According to your reasoning

United States = United States government.

According to my thinking

United States = the citizens that make it up. The elected officials " the government" are not the totality of the United States of America. In theory this government is just a group of people whose job it is to serve its citizens.

You'll notice the Treaty of Tripoli specifically says

"Art. 11. As the Government of the United States of America is not, in any sense, founded on the Christian religion;"

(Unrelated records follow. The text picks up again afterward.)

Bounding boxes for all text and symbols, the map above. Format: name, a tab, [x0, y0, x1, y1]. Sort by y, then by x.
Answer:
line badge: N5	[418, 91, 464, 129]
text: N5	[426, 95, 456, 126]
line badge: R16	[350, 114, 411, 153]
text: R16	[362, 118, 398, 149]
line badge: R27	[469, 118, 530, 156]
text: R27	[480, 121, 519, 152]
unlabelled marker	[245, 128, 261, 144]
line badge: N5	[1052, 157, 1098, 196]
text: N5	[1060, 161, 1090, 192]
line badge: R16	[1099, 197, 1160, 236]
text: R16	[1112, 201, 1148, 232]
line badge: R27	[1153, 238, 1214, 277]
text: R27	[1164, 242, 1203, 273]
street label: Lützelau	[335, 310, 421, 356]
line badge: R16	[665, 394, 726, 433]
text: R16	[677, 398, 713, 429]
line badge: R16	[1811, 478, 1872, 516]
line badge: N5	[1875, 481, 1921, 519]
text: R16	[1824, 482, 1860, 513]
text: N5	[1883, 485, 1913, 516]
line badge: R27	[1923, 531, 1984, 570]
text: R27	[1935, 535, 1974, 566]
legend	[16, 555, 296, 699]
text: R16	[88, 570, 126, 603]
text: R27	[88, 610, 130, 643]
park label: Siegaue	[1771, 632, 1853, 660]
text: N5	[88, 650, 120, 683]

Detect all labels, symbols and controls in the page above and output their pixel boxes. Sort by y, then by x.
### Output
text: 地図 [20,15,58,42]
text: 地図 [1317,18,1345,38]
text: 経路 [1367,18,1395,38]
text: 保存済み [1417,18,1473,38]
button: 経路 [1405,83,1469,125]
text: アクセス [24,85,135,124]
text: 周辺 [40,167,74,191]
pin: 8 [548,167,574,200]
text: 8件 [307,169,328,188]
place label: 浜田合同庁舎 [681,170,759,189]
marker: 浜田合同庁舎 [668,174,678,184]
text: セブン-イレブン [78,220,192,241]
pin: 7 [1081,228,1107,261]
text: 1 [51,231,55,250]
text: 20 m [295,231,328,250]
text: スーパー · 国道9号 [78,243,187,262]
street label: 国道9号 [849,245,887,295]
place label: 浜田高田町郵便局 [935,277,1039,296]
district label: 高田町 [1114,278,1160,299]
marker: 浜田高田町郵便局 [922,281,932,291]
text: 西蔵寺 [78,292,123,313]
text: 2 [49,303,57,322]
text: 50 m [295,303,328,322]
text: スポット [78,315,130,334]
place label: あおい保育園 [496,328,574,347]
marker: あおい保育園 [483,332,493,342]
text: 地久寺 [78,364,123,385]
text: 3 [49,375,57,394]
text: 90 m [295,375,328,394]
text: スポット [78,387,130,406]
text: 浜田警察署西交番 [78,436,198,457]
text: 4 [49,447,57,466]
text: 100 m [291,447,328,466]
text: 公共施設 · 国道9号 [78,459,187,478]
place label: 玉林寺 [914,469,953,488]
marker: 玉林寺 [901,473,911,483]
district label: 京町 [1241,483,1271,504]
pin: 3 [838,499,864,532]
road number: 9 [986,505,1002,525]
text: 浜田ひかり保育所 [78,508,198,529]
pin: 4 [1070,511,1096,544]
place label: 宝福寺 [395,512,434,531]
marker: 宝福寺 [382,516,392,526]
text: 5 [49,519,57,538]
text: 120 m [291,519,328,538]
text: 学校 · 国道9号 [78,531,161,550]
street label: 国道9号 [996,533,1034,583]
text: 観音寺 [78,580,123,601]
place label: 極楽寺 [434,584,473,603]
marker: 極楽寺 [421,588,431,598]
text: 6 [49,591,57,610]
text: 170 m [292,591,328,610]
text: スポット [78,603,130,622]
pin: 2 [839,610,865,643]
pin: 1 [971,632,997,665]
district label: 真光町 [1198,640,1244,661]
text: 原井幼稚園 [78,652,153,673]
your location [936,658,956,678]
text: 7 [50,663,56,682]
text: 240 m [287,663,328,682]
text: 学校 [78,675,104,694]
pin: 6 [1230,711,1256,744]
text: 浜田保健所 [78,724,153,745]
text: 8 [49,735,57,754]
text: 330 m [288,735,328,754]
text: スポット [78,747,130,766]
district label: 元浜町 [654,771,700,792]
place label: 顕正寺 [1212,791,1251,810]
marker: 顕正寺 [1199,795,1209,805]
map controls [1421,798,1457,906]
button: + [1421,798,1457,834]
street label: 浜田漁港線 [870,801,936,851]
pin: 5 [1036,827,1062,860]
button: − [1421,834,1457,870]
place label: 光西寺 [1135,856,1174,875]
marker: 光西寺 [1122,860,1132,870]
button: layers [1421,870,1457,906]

And the new federal gov't of that time was weak. They didn't even have Income tax until around 1905. State's rights and State governments were much more powerful in relation to the federal gov't than they are now. That's one reason this weak federal government didn't even ban slavery. The powerful southern states would have never signed it... And those states at the time who had official religions would have never went along with a Federal religion anyway.

It wasn't until the government enacted Income tax around 1905 and the big money of the Industrial corportations came into play that the US Government had greater power over its citizens. This is exactly what Th. Jefferson didn't want. He wanted a government that was as small as possible.

So really when the Treaty of Tripoli says (to a Muslim nation it wanted to avoid war with) the U.S. government was not founded on Christianity it really didn't mean that much because the federal government at that time was actually pretty weak. It couldn't even keep its presidents and citizens from worshiping in the Capital building and Supreme Court Chambers -- but of course it didn't even want to at the time.